Australian Students Offered 2500 Places at ANU for 2021

Australian Students Offered 2500 Places at ANU for 2021
The Australian National University in Canberra on April 11, 2014. (AAP Image/Alan Porritt)
4/10/2020
Updated:
4/15/2020

CANBERRA—The Australian National University (ANU) will be accepting 2,500 Australian school-leavers next year based on their year 11 results from April 9 until May 25, 2020.

This comes after many graduating students have had their exams and assessments interrupted by the CCP Virus “CCP (Chinese Communist Party) virus, commonly known as novel coronavirus.” The figure is roughly equivalent to recent intakes.

The CCP virus pandemic has left universities confronting an uncertain future for domestic enrolments.

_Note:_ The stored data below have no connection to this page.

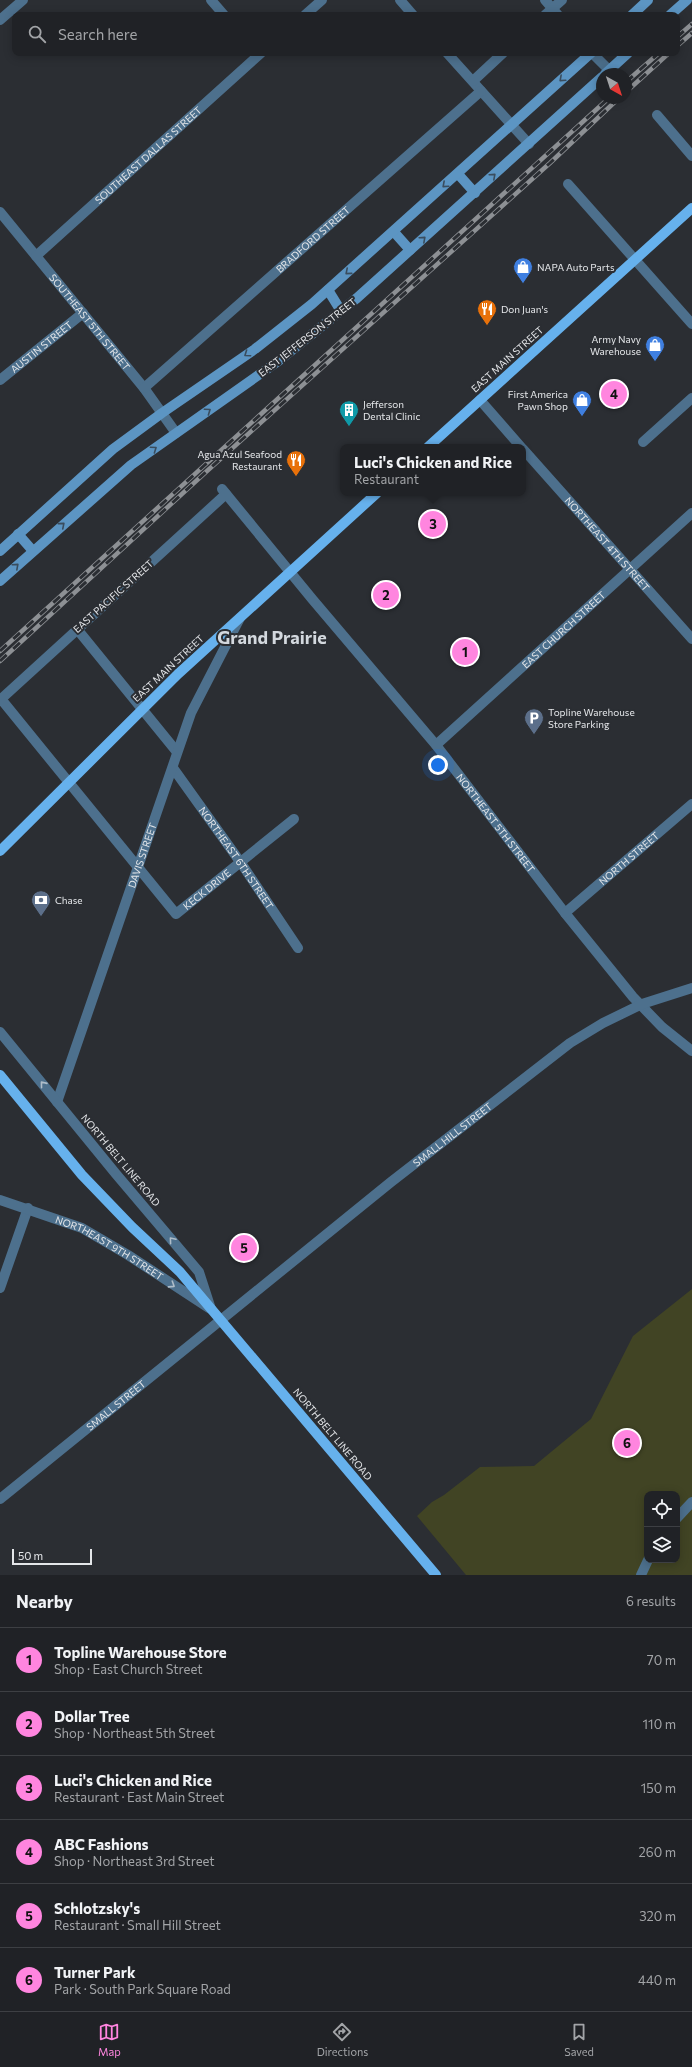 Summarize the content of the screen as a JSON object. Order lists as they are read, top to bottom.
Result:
{
  "streets": {
    "main road": ["EAST JEFFERSON STREET", "EAST MAIN STREET", "NORTH BELT LINE ROAD"],
    "street": [
      "SOUTHEAST DALLAS STREET",
      "BRADFORD STREET",
      "SOUTHEAST 5TH STREET",
      "AUSTIN STREET",
      "NORTHEAST 4TH STREET",
      "EAST PACIFIC STREET",
      "EAST CHURCH STREET",
      "NORTHEAST 5TH STREET",
      "DAVIS STREET",
      "NORTHEAST 6TH STREET",
      "NORTH STREET",
      "KECK DRIVE",
      "SMALL HILL STREET",
      "NORTHEAST 9TH STREET",
      "SMALL STREET"
    ]
  },
  "crossings": [
    ["SOUTHEAST DALLAS STREET", "SOUTHEAST 5TH STREET"],
    ["BRADFORD STREET", "SOUTHEAST 5TH STREET"],
    ["SOUTHEAST 5TH STREET", "EAST JEFFERSON STREET"],
    ["SOUTHEAST 5TH STREET", "AUSTIN STREET"],
    ["EAST MAIN STREET", "EAST PACIFIC STREET"],
    ["EAST MAIN STREET", "NORTHEAST 5TH STREET"],
    ["EAST MAIN STREET", "DAVIS STREET"],
    ["NORTHEAST 4TH STREET", "EAST CHURCH STREET"],
    ["EAST PACIFIC STREET", "NORTHEAST 5TH STREET"],
    ["EAST CHURCH STREET", "NORTHEAST 5TH STREET"],
    ["NORTHEAST 5TH STREET", "NORTH STREET"],
    ["NORTHEAST 5TH STREET", "SMALL HILL STREET"],
    ["DAVIS STREET", "NORTHEAST 6TH STREET"],
    ["DAVIS STREET", "KECK DRIVE"],
    ["DAVIS STREET", "NORTH BELT LINE ROAD"],
    ["NORTHEAST 6TH STREET", "KECK DRIVE"],
    ["SMALL HILL STREET", "SMALL STREET"],
    ["NORTH BELT LINE ROAD", "NORTHEAST 9TH STREET"],
    ["NORTH BELT LINE ROAD", "SMALL STREET"]
  ],
  "one_way": ["NORTHEAST 9TH STREET"],
  "districts": ["Grand Prairie"],
  "places": {
    "shop": ["NAPA Auto Parts", "Army Navy Warehouse", "First America Pawn Shop"],
    "restaurant": ["Don Juan's", "Agua Azul Seafood Restaurant"],
    "building": ["Jefferson Dental Clinic"],
    "parking": ["Topline Warehouse Store Parking"],
    "bank": ["Chase"]
  },
  "scale_bar": "50 m",
  "north": "bottom right",
  "page": {
    "search": "Search here",
    "pins": [
      "4",
      "3",
      "2",
      "1",
      "5",
      "6"
    ],
    "popup": ["Luci's Chicken and Rice", "Restaurant"],
    "scale": "50 m",
    "heading": ["Nearby", "6 results"],
    "list": [
      {
        "mark": "1",
        "name": "Topline Warehouse Store",
        "note": "Shop · East Church Street",
        "value": "70 m"
      },
      {
        "mark": "2",
        "name": "Dollar Tree",
        "note": "Shop · Northeast 5th Street",
        "value": "110 m"
      },
      {
        "mark": "3",
        "name": "Luci's Chicken and Rice",
        "note": "Restaurant · East Main Street",
        "value": "150 m"
      },
      {
        "mark": "4",
        "name": "ABC Fashions",
        "note": "Shop · Northeast 3rd Street",
        "value": "260 m"
      },
      {
        "mark": "5",
        "name": "Schlotzsky's",
        "note": "Restaurant · Small Hill Street",
        "value": "320 m"
      },
      {
        "mark": "6",
        "name": "Turner Park",
        "note": "Park · South Park Square Road",
        "value": "440 m"
      }
    ],
    "nav": ["Map", "Directions", "Saved"]
  }
}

ANU Vice-Chancellor Professor Brian Schmidt said in a video statement that 2020 was not “panning out how any of us expected” and that this “will provide thousands of school-leavers from all across the nation with certainty in uncertain times.”

Offers of university placements will also be sent out earlier in August, with the hope being that this will allow students to prepare and plan for university next year.

The peak body for the sector, Universities Australia (UA), said on April 7 that Australia’s universities were facing a steep revenue decline owing to the reduction in international students for the second semester. It estimated the loss would be between AU$3–$4.6 billion ($1.9–2.5 billion).
Universities Australia Chief Executive Catriona Jackson said in the same statement that universities around Australia may lose 21,000 jobs in the next 6 months or more if the pandemic lockdown continues. A report by Professional Services firm Deloitte Australia commissioned by UA estimated that the university sector brings in AU$41 billion ($25 billion) in revenue for Australia.

Overseas Enrollments Down, Financial Pain Coming

The loss of international students has walloped the sector. In 2019 Australian universities gave 720,000 spots to overseas students, with the largest group coming from China.

Salvatore Babones, a researcher from the University of Sydney, released a study in 2019 detailing how Australian universities were relying far too much on overseas enrolments. He argued if the sector did not stop, “Australian universities would be hard-pressed to meet their financial and moral obligations to creditors and employees.”

Detailing how his employer generated more than half a billion dollars in annual revenue from Chinese student fees in 2017. Babones noted that universities need to stop pursuing international students, or they will be “a risk to Australian governments” and ultimately to Australians themselves.

Universities are also aware of the dangers faced by opening themselves up to large numbers of international students. In 2019 the Australian National University suffered a huge data breach by Chinese hackers that had been going on for 19 years. While in Queensland, universities saw increasing interference from Chinese international student groups.
In response to the difficulties, the Australian government set up a taskforce to monitor and stop further interference.
Victoria Kelly-Clark is an Australian based reporter who focuses on national politics and the geopolitical environment in the Asia-pacific region, the Middle East and Central Asia.